WORK TO COMPLETE → The records below are to be reproduced exactly, with the pictures left out.

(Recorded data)
= = = =
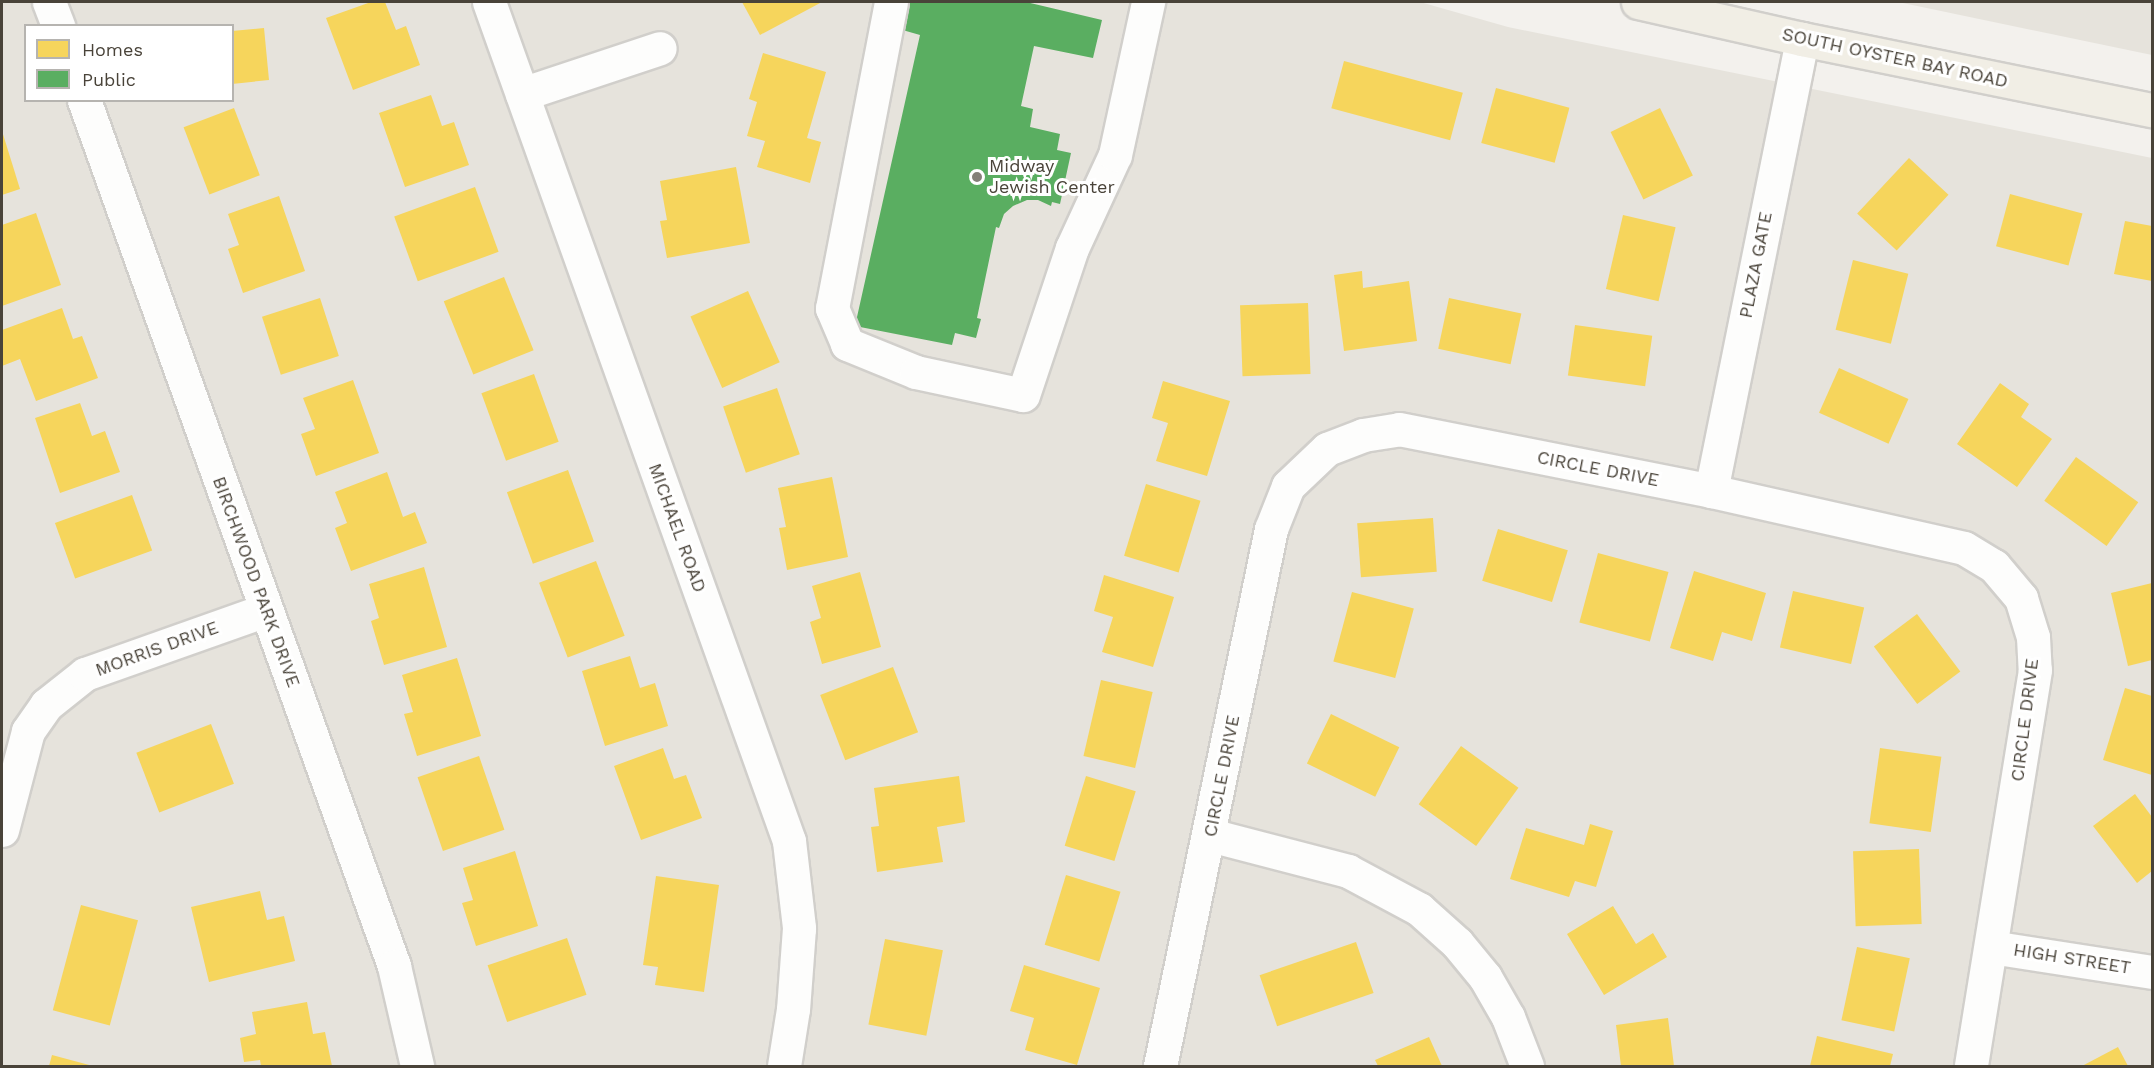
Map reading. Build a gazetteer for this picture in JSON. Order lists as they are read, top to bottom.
{
  "streets": {
    "main road": ["SOUTH OYSTER BAY ROAD"],
    "street": [
      "PLAZA GATE",
      "CIRCLE DRIVE",
      "MICHAEL ROAD",
      "BIRCHWOOD PARK DRIVE",
      "MORRIS DRIVE",
      "HIGH STREET"
    ]
  },
  "crossings": [
    ["SOUTH OYSTER BAY ROAD", "PLAZA GATE"],
    ["PLAZA GATE", "CIRCLE DRIVE"],
    ["CIRCLE DRIVE", "HIGH STREET"],
    ["BIRCHWOOD PARK DRIVE", "MORRIS DRIVE"]
  ],
  "places": ["Midway Jewish Center"],
  "legend": ["Homes", "Public"]
}
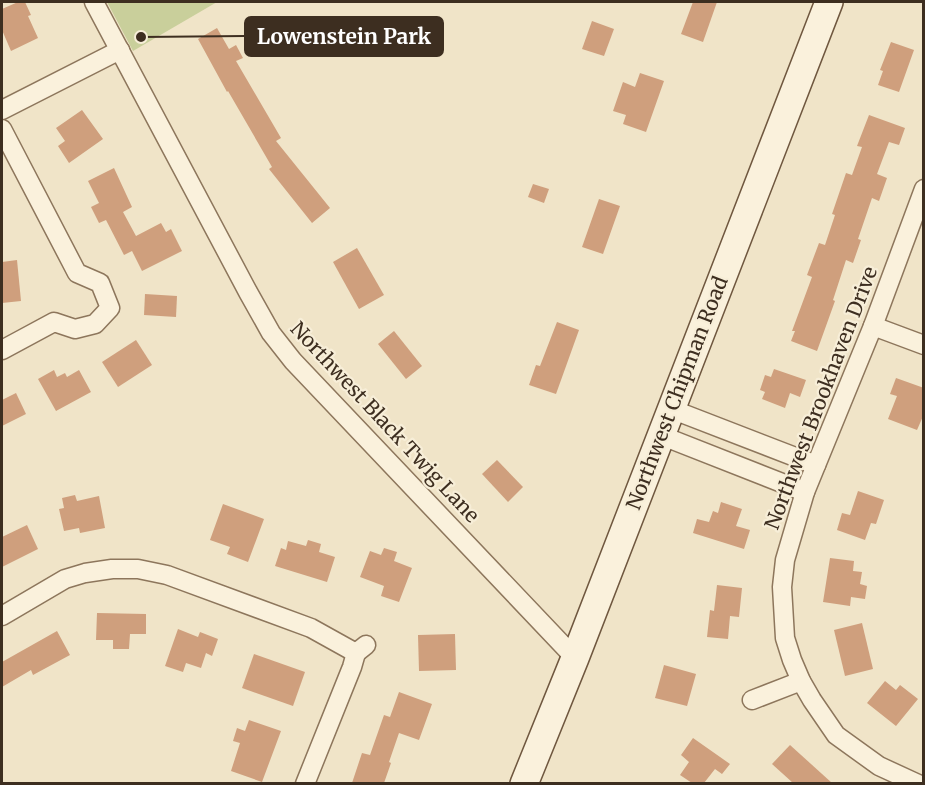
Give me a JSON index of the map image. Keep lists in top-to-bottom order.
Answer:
= = = =
RESPONSE TO THIS EXERCISE →
Map reading. Build a gazetteer for this picture in JSON. Order lists as they are read, top to bottom.
{
  "streets": {
    "main road": ["SOUTH OYSTER BAY ROAD"],
    "street": [
      "PLAZA GATE",
      "CIRCLE DRIVE",
      "MICHAEL ROAD",
      "BIRCHWOOD PARK DRIVE",
      "MORRIS DRIVE",
      "HIGH STREET"
    ]
  },
  "crossings": [
    ["SOUTH OYSTER BAY ROAD", "PLAZA GATE"],
    ["PLAZA GATE", "CIRCLE DRIVE"],
    ["CIRCLE DRIVE", "HIGH STREET"],
    ["BIRCHWOOD PARK DRIVE", "MORRIS DRIVE"]
  ],
  "places": ["Midway Jewish Center"],
  "legend": ["Homes", "Public"]
}
Give me a JSON index of the map image. Keep lists in top-to-bottom order.
Answer:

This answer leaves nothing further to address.